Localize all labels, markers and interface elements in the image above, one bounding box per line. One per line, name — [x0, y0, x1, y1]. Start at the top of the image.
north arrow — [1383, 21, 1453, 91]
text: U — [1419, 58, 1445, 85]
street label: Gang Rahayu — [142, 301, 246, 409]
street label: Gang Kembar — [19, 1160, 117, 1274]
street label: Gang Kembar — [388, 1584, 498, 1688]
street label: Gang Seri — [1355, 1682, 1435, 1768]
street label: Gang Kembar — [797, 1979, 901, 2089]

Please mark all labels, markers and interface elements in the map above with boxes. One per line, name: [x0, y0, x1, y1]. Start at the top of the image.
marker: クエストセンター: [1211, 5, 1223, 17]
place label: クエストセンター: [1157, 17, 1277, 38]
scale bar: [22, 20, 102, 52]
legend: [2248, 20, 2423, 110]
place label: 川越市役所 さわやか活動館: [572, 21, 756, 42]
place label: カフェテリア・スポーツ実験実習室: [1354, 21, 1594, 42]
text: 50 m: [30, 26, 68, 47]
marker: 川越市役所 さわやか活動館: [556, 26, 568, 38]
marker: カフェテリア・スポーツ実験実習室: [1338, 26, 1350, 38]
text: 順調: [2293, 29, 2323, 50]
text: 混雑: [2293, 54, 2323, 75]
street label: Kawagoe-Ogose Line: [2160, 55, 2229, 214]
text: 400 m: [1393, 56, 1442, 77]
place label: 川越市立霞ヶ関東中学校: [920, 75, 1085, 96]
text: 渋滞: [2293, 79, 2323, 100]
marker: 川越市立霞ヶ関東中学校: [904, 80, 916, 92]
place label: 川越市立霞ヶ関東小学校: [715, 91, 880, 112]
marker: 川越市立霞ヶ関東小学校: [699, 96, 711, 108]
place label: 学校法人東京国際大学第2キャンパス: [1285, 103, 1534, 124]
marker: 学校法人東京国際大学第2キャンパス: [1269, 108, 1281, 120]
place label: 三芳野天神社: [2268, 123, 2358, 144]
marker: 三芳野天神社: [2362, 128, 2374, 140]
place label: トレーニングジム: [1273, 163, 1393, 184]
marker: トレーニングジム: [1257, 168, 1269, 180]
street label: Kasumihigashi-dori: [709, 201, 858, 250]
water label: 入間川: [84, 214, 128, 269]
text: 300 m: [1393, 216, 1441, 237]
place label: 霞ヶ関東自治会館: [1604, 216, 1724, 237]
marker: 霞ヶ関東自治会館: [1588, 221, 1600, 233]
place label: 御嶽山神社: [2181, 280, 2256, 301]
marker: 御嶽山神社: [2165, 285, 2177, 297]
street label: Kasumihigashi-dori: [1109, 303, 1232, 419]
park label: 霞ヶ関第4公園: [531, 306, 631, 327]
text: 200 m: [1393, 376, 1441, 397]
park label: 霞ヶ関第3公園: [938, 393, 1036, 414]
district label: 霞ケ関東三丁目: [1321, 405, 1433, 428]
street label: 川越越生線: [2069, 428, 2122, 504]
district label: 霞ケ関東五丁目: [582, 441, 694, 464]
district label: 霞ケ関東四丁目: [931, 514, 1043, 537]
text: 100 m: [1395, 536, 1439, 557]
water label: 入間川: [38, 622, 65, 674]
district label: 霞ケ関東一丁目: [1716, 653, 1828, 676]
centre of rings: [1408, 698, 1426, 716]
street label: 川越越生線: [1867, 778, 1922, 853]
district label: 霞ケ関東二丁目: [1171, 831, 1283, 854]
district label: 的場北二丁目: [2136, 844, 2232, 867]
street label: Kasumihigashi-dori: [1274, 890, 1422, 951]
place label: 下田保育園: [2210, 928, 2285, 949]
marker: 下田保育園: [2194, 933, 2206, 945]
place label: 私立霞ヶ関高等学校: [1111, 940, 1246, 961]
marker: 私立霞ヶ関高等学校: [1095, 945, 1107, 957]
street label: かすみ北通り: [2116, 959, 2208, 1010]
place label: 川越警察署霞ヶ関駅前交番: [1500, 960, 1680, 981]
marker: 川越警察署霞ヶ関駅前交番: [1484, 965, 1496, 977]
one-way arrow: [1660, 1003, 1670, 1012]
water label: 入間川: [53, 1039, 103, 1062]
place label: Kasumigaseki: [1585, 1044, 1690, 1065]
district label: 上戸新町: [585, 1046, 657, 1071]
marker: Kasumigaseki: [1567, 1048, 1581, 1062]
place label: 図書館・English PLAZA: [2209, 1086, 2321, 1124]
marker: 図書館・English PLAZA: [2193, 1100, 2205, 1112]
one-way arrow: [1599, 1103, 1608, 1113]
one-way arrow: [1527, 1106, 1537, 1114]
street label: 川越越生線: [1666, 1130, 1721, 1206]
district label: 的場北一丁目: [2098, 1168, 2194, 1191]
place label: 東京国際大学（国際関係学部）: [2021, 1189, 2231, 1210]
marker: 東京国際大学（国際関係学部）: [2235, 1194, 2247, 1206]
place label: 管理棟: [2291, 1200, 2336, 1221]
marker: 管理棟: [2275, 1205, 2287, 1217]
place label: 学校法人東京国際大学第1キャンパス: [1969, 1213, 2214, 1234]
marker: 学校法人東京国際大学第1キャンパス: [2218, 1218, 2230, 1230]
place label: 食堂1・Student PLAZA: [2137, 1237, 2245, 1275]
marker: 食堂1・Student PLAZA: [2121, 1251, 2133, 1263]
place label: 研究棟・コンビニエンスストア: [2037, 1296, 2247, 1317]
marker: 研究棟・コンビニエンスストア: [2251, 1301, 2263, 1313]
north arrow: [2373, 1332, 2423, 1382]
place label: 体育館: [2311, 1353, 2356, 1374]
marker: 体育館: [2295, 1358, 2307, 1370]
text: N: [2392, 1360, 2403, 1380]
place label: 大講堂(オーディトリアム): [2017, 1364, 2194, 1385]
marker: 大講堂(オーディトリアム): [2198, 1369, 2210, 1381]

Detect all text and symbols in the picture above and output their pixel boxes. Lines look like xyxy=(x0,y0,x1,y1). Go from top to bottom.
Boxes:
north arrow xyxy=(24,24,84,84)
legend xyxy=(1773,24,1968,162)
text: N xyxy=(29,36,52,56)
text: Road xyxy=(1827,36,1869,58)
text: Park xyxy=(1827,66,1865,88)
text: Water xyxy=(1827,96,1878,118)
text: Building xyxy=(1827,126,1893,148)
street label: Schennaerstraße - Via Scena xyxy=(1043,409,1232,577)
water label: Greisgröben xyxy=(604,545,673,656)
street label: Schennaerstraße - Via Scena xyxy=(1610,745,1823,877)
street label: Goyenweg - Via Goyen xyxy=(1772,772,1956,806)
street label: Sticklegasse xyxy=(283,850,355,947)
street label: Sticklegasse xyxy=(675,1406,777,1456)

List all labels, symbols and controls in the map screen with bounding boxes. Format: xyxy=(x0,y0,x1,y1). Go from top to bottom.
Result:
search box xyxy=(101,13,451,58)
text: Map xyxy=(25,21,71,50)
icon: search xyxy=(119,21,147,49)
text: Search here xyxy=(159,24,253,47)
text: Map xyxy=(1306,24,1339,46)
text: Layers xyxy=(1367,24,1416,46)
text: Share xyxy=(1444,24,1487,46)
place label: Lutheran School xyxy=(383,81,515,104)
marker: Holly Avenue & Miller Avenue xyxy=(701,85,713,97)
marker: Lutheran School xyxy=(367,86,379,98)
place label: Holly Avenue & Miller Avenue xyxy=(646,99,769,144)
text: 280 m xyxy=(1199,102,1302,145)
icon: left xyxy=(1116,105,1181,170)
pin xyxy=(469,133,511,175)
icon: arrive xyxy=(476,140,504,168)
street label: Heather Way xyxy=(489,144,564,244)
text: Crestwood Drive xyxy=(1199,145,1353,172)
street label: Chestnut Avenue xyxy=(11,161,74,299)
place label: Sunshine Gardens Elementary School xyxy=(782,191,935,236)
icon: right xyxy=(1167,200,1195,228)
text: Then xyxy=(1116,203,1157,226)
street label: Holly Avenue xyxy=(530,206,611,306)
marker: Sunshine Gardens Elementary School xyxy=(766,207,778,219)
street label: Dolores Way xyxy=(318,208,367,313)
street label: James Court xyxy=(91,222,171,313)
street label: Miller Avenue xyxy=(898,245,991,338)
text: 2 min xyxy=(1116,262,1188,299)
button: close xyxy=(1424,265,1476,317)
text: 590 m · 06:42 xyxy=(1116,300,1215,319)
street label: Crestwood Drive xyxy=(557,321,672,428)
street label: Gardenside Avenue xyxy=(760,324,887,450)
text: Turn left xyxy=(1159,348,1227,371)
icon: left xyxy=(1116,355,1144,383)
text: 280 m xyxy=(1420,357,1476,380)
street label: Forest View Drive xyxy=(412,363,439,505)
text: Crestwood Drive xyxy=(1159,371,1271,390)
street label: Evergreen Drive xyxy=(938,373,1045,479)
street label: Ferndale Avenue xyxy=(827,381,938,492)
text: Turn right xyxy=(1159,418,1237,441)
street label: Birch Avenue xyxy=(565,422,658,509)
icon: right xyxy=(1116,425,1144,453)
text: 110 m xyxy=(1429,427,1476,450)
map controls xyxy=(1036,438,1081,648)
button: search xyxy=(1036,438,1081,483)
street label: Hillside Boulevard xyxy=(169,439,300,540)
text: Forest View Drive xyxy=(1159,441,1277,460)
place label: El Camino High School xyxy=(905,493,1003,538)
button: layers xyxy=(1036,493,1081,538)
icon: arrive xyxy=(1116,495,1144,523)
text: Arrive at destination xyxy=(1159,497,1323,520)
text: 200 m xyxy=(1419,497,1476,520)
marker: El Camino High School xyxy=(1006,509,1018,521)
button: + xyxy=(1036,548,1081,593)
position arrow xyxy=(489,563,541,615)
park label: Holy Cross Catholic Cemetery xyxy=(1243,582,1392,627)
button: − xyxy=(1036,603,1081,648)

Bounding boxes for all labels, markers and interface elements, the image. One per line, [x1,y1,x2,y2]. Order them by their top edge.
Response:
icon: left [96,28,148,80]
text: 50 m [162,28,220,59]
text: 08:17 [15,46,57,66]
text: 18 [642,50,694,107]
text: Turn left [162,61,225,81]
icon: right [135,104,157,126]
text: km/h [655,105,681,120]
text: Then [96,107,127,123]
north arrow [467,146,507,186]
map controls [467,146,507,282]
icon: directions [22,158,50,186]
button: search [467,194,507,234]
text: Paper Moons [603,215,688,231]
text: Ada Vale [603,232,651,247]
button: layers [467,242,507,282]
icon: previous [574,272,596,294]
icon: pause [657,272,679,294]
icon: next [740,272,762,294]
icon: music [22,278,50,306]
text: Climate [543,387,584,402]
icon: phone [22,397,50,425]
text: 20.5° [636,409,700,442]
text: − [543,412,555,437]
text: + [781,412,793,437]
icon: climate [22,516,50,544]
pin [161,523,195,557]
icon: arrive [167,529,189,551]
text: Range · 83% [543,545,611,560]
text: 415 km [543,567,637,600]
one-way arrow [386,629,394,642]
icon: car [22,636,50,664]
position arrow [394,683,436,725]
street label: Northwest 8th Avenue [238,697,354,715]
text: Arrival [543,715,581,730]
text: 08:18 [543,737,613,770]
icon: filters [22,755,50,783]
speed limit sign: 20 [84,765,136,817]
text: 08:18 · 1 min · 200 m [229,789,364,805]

• _TASK PROMPT_
Report each line in the data above that holds the word "Kasumigaseki" by copying it.

• _YOUR SOLUTION_
place label: Kasumigaseki: [1585, 1044, 1690, 1065]
marker: Kasumigaseki: [1567, 1048, 1581, 1062]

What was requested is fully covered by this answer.